Me gustaba que nuestros hijos crecieran todos juntos, que en pandilla, unos a pie, otros en sus motocicletas recompuestas con piezas de desguace, fuesen levantando polvo sin tener que preocuparnos en exceso. Me gustaba que los jóvenes hablasen a los viejos con deferencia, pero también con orgullo, conscientes de su vitalidad y, sin asustarse, de lo que muy pronto esperaríamos de ellos: estar al cargo, tomar el relevo cuando nosotros estuviéramos desgastados.

Aquí la pandilla es una amenaza y dejaros un poco libres equivale a abandonaros. ¡Acepté que el mundo se colara entre tú y yo y mira, Adama mía, mira adónde te ha llevado el mundo! ¡Mira adónde te ha arrojado! Aquí, a los viejos nos escupís, os resultamos más extraños que cualquier adolescente que enarbole vuestras señas de identidad, que repita, como un imbécil, las pobres palabras que os sirven de refugio, ese alambre de espino vuestro en el que nos desollamos.

Y ¿cómo podríais respetarnos? A nosotros que os mantenemos, a nuestro pesar, entre torres grises y deterioradas, a nosotros que hemos creído que es posible educar a un hijo sin mostrarle nunca el horizonte. / y la Cindy se pasó de lista; quería quitarle el churri a ZorA. Estaba claro que se lo quería quitar. Para empezar no habla igual cuando él… No hablaba igual, y ya no hablará más, joder… cuando veía que el Kev estaba allí con esa pinta de pijo encantado de conocerse, no sé qué coño le ve Zo, pero vale, esas cosas no se pueden explicar y yo paso de criticarlo, cierro el pico y cuando veo que la Cindy empieza a hacerse la gatita en cuanto el tío se presenta, se ríe como una tonta, se toca el pelo de rubia de bote, que se le ve en las raíces, vaya una horterada, y saca culito, entonces a unos les apetece meterle mano y a otros un patadón, yo prefiero el patadón. /

La vida que no tuviste tiempo de conocer, mi primera y única vida de verdad, no tenía la opulencia con la que soñáis, pero en nuestro país, en ese trocito nuestro de Tierra Negra sobre la que nunca se abatió la hambruna, teníamos lo esencial antes de que las hordas de supuestos rebeldes comenzasen sus estragos.

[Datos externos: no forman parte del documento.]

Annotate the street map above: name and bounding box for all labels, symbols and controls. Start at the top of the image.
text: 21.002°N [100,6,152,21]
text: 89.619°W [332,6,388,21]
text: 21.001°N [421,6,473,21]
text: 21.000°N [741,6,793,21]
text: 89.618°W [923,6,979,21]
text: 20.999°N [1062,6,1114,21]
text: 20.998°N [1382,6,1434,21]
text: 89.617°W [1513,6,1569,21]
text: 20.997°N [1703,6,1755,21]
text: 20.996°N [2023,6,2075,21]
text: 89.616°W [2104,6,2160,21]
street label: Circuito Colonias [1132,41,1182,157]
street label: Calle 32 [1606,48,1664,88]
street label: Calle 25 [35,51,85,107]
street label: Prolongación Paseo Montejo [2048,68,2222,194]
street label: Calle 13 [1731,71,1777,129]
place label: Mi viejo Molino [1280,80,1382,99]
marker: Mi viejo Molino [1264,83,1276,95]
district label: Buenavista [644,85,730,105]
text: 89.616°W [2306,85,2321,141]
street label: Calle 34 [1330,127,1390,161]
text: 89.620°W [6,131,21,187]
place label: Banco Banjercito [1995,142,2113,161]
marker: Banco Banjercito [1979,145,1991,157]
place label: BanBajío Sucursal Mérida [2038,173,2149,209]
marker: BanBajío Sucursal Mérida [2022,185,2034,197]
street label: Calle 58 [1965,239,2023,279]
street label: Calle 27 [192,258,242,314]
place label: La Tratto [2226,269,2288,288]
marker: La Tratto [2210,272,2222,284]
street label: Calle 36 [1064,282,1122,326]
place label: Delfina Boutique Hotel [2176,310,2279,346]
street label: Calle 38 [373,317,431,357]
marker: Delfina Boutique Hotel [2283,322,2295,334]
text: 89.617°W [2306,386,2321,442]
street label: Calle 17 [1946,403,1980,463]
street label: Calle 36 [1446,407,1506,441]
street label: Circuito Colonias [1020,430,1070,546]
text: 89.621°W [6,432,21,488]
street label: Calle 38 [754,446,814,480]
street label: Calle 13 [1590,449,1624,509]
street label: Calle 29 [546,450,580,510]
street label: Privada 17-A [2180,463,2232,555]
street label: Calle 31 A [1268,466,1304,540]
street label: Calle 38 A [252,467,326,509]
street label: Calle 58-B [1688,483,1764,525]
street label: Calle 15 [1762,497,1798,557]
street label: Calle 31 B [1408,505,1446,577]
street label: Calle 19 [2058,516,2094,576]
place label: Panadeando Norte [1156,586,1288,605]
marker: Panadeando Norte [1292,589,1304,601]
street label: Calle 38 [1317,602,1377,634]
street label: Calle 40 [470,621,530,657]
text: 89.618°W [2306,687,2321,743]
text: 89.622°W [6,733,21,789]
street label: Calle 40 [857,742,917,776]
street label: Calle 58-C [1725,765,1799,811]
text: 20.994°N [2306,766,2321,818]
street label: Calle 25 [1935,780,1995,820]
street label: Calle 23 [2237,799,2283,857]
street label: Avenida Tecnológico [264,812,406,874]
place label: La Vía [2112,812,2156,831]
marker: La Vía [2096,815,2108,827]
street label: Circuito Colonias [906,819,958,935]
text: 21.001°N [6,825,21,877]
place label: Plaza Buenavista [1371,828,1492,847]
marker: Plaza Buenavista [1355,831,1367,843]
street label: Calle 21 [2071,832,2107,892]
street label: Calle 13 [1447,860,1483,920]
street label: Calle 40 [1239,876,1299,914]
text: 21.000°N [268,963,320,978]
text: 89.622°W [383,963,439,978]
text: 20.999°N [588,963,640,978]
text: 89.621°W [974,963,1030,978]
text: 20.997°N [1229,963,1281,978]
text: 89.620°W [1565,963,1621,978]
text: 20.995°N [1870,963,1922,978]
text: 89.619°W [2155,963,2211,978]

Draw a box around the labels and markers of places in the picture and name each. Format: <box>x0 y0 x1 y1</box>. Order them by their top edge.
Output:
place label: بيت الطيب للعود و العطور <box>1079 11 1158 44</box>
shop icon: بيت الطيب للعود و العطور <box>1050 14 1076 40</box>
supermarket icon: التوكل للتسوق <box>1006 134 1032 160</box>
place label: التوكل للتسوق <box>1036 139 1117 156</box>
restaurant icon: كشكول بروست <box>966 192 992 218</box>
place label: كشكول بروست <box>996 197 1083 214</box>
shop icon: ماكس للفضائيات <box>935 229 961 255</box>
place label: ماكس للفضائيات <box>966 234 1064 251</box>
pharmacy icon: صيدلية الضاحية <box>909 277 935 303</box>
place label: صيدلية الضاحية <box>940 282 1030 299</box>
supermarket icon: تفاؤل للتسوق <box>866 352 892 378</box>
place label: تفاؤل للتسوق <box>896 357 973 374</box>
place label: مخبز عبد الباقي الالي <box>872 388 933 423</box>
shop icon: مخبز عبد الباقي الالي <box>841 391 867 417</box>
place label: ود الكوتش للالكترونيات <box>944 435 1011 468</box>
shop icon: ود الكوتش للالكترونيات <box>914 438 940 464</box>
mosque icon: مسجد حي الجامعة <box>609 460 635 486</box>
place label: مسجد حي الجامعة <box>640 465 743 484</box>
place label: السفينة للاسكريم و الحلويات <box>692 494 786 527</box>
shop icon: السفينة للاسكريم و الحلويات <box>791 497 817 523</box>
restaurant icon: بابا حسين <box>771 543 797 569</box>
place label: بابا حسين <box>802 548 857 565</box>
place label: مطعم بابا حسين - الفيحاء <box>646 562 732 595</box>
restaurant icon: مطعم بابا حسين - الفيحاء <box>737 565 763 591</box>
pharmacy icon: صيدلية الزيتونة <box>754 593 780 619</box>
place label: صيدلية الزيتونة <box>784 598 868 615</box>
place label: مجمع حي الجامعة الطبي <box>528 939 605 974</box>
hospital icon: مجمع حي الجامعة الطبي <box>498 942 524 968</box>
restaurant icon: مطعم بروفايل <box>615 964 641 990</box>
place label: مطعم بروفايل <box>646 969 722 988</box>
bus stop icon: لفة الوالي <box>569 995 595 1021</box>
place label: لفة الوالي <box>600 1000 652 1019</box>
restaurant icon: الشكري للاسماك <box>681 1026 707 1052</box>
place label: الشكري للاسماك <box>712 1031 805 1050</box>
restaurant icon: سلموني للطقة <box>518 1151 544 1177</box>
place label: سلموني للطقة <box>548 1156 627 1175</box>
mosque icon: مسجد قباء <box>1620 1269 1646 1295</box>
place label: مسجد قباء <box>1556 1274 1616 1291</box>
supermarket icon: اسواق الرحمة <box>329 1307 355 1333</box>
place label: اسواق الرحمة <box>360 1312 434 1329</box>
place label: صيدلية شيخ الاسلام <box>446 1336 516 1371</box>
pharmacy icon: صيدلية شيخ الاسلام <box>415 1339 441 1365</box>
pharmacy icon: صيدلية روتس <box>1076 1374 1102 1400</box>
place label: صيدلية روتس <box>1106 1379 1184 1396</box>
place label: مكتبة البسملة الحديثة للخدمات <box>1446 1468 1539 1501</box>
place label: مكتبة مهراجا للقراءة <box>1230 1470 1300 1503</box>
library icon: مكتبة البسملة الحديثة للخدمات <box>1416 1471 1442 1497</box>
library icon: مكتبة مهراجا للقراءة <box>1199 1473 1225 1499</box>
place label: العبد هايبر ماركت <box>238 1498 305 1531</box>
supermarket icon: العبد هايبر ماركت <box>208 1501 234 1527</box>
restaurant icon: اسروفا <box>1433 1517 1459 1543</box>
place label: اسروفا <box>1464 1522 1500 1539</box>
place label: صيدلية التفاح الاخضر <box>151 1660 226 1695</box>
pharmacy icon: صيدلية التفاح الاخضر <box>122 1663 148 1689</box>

Nunca he olvidado que estamos aquí no para ser felices, sino porque allí simple y llanamente no habríamos vivido.

Tú, a quien nunca he explicado que el día a día mediocre, contando cada céntimo, el piso con paredes de papel por las que se cuelan los humores ­vecinos, donde nos cruzamos casi sin hablarnos, y las zonas de hierba rala entre hormigón, donde se suponía que jugabais, son también nuestra salvación; tú que aquí te asfixias como en un monstruoso potro de sujeción, ¿cómo no ibas a ponerte a dar coces? Yo no quería que compartieras mi dolor. Yo quería que, para ti al menos, todo comenzara aquí.